▶ WORK INSTRUCTIONS: Your answer should be one number: how many lines below have the word "structured".

Items from a dataset
========================
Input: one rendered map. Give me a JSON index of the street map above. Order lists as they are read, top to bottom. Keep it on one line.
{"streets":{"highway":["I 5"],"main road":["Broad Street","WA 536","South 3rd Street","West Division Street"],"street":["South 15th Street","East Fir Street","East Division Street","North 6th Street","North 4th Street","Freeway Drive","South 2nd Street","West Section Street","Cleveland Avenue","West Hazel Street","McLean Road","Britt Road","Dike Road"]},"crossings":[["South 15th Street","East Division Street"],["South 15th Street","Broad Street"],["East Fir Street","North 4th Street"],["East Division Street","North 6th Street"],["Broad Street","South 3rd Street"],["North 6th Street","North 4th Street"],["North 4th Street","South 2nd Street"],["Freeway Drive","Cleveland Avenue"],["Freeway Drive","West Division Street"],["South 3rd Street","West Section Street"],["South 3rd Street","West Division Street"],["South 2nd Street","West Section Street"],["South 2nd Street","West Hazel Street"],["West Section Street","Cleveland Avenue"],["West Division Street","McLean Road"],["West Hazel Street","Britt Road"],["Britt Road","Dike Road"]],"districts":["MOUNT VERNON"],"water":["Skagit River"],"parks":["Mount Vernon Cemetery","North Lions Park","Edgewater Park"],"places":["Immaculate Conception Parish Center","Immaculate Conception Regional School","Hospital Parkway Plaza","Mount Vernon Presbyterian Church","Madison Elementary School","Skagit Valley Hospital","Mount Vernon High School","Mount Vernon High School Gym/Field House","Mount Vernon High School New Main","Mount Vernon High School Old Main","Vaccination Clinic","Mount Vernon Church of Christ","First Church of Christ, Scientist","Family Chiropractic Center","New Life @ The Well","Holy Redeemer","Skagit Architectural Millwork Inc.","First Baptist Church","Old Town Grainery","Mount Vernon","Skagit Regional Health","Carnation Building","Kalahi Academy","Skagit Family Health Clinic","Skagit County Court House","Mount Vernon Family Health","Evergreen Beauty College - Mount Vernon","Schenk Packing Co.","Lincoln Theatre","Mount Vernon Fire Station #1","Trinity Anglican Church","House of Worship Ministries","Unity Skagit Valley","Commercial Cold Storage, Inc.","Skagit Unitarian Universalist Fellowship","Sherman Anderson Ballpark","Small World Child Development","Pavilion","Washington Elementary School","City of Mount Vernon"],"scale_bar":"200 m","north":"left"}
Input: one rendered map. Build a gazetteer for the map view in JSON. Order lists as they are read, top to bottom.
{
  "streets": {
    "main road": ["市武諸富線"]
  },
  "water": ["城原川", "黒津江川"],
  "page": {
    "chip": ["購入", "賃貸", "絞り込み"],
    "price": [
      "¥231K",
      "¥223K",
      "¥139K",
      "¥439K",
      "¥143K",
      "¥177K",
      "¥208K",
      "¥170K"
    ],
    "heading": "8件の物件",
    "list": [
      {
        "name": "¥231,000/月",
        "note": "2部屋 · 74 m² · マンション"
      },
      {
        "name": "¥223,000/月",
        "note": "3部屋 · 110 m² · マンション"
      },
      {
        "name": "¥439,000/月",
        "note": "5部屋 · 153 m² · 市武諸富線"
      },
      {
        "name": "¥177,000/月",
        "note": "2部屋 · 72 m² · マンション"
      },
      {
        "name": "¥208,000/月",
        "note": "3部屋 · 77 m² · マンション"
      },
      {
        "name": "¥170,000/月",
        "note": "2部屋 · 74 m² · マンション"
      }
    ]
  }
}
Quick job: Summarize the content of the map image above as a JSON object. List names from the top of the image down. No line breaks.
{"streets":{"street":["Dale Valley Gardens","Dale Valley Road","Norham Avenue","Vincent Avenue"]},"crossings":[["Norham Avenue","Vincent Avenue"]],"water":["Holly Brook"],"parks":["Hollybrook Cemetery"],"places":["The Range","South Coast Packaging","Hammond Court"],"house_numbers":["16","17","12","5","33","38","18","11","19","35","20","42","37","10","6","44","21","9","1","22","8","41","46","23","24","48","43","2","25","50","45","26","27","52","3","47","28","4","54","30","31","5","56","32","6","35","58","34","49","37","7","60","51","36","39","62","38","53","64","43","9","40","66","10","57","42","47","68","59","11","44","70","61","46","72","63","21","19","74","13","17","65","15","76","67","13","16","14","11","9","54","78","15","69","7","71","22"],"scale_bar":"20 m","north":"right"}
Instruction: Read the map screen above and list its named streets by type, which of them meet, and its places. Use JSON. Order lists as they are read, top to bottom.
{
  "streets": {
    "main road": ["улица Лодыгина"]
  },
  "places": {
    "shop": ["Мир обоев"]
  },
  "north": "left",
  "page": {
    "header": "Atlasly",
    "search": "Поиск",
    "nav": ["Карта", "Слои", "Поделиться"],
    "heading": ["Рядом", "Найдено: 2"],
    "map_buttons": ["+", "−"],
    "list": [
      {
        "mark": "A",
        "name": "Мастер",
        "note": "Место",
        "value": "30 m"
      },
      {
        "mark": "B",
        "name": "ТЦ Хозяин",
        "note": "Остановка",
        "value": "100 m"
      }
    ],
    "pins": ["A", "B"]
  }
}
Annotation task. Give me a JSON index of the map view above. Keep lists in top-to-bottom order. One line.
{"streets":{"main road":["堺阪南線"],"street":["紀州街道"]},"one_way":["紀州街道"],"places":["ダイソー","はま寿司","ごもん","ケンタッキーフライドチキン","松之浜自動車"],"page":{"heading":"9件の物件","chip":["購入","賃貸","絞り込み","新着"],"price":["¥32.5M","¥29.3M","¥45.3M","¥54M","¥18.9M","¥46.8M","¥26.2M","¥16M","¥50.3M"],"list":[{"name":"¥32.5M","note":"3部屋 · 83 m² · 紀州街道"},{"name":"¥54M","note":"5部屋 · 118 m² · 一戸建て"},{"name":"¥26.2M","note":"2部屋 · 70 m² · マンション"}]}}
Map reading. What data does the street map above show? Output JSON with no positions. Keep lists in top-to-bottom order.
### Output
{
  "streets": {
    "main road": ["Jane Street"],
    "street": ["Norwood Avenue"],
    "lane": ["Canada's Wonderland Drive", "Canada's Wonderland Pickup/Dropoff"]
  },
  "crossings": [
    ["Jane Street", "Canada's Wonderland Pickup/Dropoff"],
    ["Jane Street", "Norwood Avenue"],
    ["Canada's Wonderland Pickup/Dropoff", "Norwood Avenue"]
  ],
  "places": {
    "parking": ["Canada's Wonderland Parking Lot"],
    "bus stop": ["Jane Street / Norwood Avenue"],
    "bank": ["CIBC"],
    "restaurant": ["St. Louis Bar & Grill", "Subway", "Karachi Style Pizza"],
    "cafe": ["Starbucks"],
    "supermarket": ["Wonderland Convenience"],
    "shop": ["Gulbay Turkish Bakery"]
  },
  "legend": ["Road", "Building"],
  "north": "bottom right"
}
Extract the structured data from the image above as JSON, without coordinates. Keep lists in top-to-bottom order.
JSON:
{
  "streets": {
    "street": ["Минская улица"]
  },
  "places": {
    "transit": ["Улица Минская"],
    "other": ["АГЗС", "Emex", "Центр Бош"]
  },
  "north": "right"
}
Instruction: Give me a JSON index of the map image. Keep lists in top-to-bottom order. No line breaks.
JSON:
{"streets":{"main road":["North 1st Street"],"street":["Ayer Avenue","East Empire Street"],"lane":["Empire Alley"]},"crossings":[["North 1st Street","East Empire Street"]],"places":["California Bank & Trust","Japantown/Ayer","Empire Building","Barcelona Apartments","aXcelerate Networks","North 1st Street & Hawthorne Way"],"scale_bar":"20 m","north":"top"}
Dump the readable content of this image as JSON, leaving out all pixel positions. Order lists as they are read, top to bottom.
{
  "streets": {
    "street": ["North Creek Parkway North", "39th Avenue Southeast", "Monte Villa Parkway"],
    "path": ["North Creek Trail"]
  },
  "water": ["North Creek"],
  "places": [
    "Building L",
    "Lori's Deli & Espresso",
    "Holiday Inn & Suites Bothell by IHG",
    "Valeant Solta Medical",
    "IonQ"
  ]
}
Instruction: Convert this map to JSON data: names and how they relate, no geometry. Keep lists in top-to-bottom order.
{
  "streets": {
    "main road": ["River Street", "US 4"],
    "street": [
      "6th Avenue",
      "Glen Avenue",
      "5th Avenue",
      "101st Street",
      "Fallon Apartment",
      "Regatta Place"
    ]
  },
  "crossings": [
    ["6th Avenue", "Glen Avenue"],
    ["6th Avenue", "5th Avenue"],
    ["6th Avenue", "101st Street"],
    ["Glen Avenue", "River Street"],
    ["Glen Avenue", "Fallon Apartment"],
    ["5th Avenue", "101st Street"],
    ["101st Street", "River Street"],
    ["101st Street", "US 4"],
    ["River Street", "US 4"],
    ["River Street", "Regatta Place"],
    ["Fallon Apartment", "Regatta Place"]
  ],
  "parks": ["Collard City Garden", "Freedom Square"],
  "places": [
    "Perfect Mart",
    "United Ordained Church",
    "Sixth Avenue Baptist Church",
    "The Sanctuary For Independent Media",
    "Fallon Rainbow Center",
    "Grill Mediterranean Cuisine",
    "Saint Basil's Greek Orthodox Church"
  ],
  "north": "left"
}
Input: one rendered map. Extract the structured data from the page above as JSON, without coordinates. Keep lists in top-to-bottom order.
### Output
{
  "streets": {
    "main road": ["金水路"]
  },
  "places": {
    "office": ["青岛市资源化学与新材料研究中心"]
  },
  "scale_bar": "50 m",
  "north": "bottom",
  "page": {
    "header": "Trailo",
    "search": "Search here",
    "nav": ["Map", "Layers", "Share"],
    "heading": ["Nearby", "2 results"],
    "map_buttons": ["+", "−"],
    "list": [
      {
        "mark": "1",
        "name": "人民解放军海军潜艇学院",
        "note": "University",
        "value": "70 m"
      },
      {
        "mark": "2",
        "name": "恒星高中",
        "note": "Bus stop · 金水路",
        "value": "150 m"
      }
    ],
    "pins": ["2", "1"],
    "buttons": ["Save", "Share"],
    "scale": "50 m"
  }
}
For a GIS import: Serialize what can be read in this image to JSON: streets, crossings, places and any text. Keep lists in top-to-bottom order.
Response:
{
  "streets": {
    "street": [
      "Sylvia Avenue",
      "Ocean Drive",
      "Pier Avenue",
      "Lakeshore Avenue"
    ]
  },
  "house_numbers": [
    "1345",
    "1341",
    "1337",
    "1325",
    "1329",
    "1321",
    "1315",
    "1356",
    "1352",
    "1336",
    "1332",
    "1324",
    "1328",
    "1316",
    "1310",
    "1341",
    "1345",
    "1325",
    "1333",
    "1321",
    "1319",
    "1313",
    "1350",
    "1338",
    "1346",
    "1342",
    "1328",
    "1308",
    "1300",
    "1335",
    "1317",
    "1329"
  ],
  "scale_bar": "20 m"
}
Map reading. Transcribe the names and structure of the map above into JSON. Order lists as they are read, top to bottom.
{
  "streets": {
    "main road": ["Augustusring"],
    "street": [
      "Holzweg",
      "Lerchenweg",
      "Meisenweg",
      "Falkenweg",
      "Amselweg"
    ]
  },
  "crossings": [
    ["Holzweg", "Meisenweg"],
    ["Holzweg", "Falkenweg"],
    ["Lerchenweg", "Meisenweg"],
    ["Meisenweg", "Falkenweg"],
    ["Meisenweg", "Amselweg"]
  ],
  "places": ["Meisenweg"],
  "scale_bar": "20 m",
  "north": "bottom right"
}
========================
▶ ANSWER TO THIS PROBLEM: 2